On Thu, 2022-09-01 at 12:21 -0400, Chris Murphy wrote:
On Thu, Sep 1, 2022, at 4:40 AM, Richard Brown wrote:
Pinning versions only works if its only the versions being changed that caused the problem.
One of the reasons btrfs snapshots beats every other automatic healing mechanism is that they also capture unexpected behaviour, such as issues caused by rpm scripts.
Sure but I'm not suggesting the end to snapshots in the system root. I assume rpm scripts that could cause issues only target the system root, not $BOOT. And if scripts can act on $BOOT, I think it's limited to that of adding or removing vmlinuz, initrd, and bootloader config.
If that assumption is wrong, then I need to know more about how $BOOT is being modified, and I'm likely to be pretty skeptical of any sort of complexity. The whole idea of Boot Loader Spec is keeping things simple, almost to the point of silliness (which happens to be one of the more common arguments against BLS, funny enough).
Your assumption is wrong. Any rpm is installed as root. Any rpm can introduce new modules which result in modifications to /boot. Any rpm script can modify whathever it wants. No restriction we could impose in our own packaging would translate to 3rd parties. 3rd party kernel modules are, despite the wishes of the Kernel development community, used by a large proportion of Linux users. Therefore any rollback mechanism needs to suspect unexpected alterations to /boot, hence why our typical btrfs snapshotting approach integrates it as part of the whole system.
No, I really think the solution is simplicity via constraints, and holding distros accountable to the spec. If the spec is lacking in clarity about proper or improper behaviors, we need to get that added into the spec itself.
Constraints cannot be imposed on 3rd parties, but 3rd party kernel modules are a thing, as already mentioned. Are you really going to tell everyone they cant have NVIDIA drivers any more?

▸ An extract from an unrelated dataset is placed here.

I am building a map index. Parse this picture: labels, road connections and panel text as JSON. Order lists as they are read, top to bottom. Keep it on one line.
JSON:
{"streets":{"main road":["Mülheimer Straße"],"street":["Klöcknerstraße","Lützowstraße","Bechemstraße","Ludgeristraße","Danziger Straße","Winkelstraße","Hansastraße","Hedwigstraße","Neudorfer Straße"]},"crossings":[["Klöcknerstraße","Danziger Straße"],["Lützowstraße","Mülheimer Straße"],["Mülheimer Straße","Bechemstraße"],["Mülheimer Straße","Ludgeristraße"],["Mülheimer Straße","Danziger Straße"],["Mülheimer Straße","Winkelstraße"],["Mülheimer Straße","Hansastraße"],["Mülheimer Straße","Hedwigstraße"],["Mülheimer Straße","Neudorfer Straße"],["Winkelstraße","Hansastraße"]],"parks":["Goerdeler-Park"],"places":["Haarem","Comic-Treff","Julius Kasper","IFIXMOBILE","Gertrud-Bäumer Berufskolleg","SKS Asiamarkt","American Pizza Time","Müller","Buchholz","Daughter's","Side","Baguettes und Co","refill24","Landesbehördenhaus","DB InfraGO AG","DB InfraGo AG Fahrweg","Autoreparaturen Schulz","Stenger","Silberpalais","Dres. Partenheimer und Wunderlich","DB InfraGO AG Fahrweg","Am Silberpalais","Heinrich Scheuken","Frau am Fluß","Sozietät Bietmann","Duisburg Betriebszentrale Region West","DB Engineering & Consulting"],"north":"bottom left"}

As a MicroOS fan, I might say that such long uptimes are stupid and best avoided, but I'm also well aware that such long uptimes are VERY common among our userbase, especially on the enterprise side of things.
So, yeah, we need months of snapshots as long as their are months of potential boot-breaking changes which have not been validated by a boot.
OK but would you expect to need to retain 3 kernels for these use case? 30? 300? I still think that question goes back to the loss of pooling with Btrfs, and how to properly estimate the size $BOOT needs to be.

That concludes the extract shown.